4.3.2. Exposure to Stimuli

Mean scores for exposure to dust, cigarette smoke and air pollution were higher in new patients, not statistically significant.

Overall mean scores for stimulus exposure followed the same trends but not significantly. Patients with therapeutic education are more familiar with the disease and its triggers. They are better aware of air pollution and preventative measures.

The chronic evolution of the disease for the most part involves a long course in hospitals, which, in turn, involves exposure to multiple therapeutic education interventions. Indeed, controlling the triggering factors of exacerbations including environmental stimuli is one of the most discussed lessons in consultations, hospitalizations and emergencies [15] . Thiam [6] noted that the most commonly identified and most prominent exacerbation triggers were frankincense (66.7%), dust (65.1%), tobacco smoke (59.0%), 1%) and air pollution (59.1%).

4.3.3. Emotion

Mean scores for frustration were higher in adherent patients. The mean score was also statistically higher for anxiety approximately being asthmatic in adherent patients. Overall average scores for emotion were statistically higher among adherent patients. The emotion, especially the feeling of frustration and anxiety felt by asthmatics push them to want to better know their disease which they insist to adhere to the school of asthma. A better knowledge of the disease improves to a certain extent the patient’s relationship with, and improves his ability to cope with it [9] . The results show that asthmatics are not sufficiently aware of the need for their medication.

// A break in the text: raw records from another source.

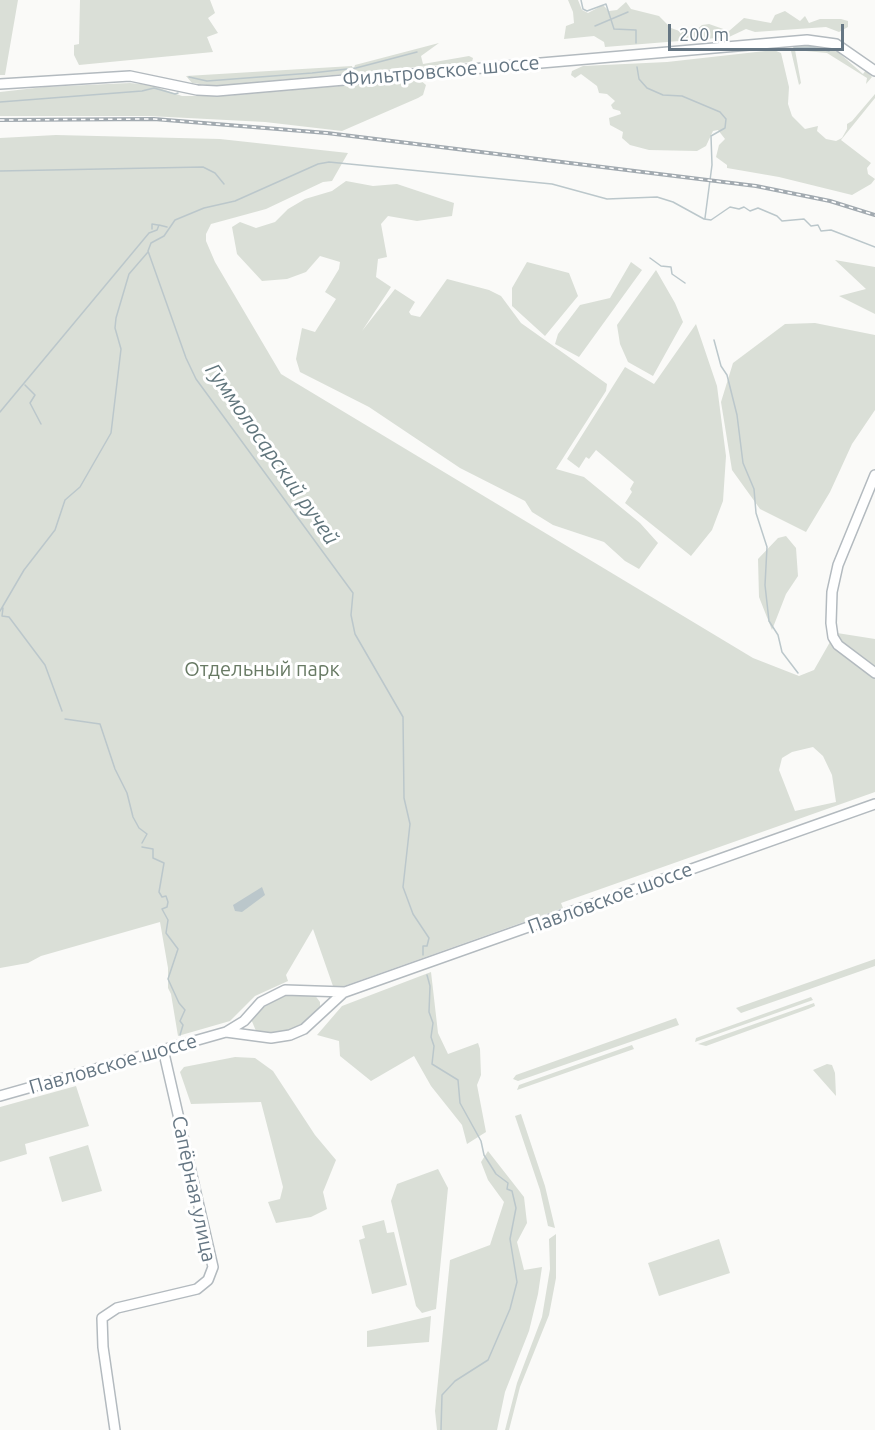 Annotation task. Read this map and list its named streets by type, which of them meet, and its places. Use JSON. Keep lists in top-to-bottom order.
{
  "streets": {
    "main road": ["Фильтровское шоссе", "Павловское шоссе", "Сапёрная улица"]
  },
  "crossings": [
    ["Павловское шоссе", "Сапёрная улица"]
  ],
  "water": ["Гуммолосарский ручей"],
  "parks": ["Отдельный парк"],
  "scale_bar": "200 m"
}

4.3.4. Limitation of Activities

The average scores for the supported activities were statistically higher among adherent patients. The difference of the scores s for moderate, social and work-related for both populations was not statistically significant.

Overall mean scores for activity limitation were statistically higher among adherent patients. Limiting the activities of asthmatic patients may be a reason for regularity in follow-up and adherence to therapeutic education.

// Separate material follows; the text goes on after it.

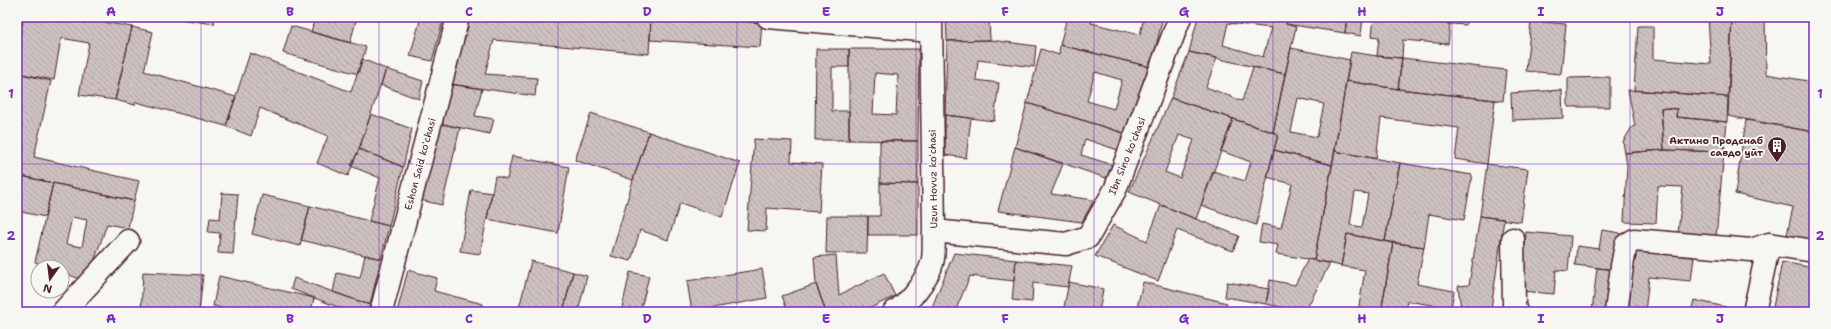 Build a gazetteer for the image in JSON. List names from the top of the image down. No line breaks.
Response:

Jankowska-Polańska et al. [16] in a recent Polish study support results by finding a positive correlation between therapeutic education and the imitation of the (R = 0.21).

The benefits of physical activity in the management of asthma are addressed in the school of asthma and the ideas received are scanned at the same time .

4.3.5. Overall Quality of Life Score

It was statistically higher among asthmatic patients adhering to therapeutic education compared to new patients. The separate evaluation of the items in each quality of life component, the components themselves, and the overall quality of life score show an improvement in their score through therapeutic education in the school’s classroom. asthma. These results demonstrate the usefulness of therapeutic education in the management of all asthmatics. This is in line with that of Jankowska-Polańska et al. [16] . A better knowledge of asthma through therapeutic education improves the symptoms and theirperception. The lighter the symptoms, the better the control of the disease and the better the quality of life. The school of asthma should be formalized and extended to all asthma management centers.

5. Conclusion

Asthma is a chronic bronchial condition characterized by paroxysmal bronchial hyperreactivity responsible for variable symptoms over time and unpredictable changes. It requires regular monitoring based in part on good adherence to the background therapy. The introduction of treatment and its compliance as well as the elimination of triggers on are fundamental elements for the prevention of exacerbations. This disease represents a major public health problem, for which it is now accepted that patient education is an integral part of care.

Conflicts of Interest

The authors declare no conflicts of interest regarding the publication of this paper.

Cite this paper

Diop, C. , Thiam, K. , Mbaye, F. , Cisse, M. , Ndiaye, E. , Niang, S. , Houssou, T. , Kane, Y. , Diatta, A. and Touré, N. (2019) Impact of Education on the Quality of Life of Asthmatics: Evaluative Study of 100 Cases in Pneumophtisiology Department of the Fann National University Hospital Center (FNUHC), Senegal. Occupational Diseases and Environmental Medicine, 7, 1-12. doi: 10.4236/odem.2019.71001.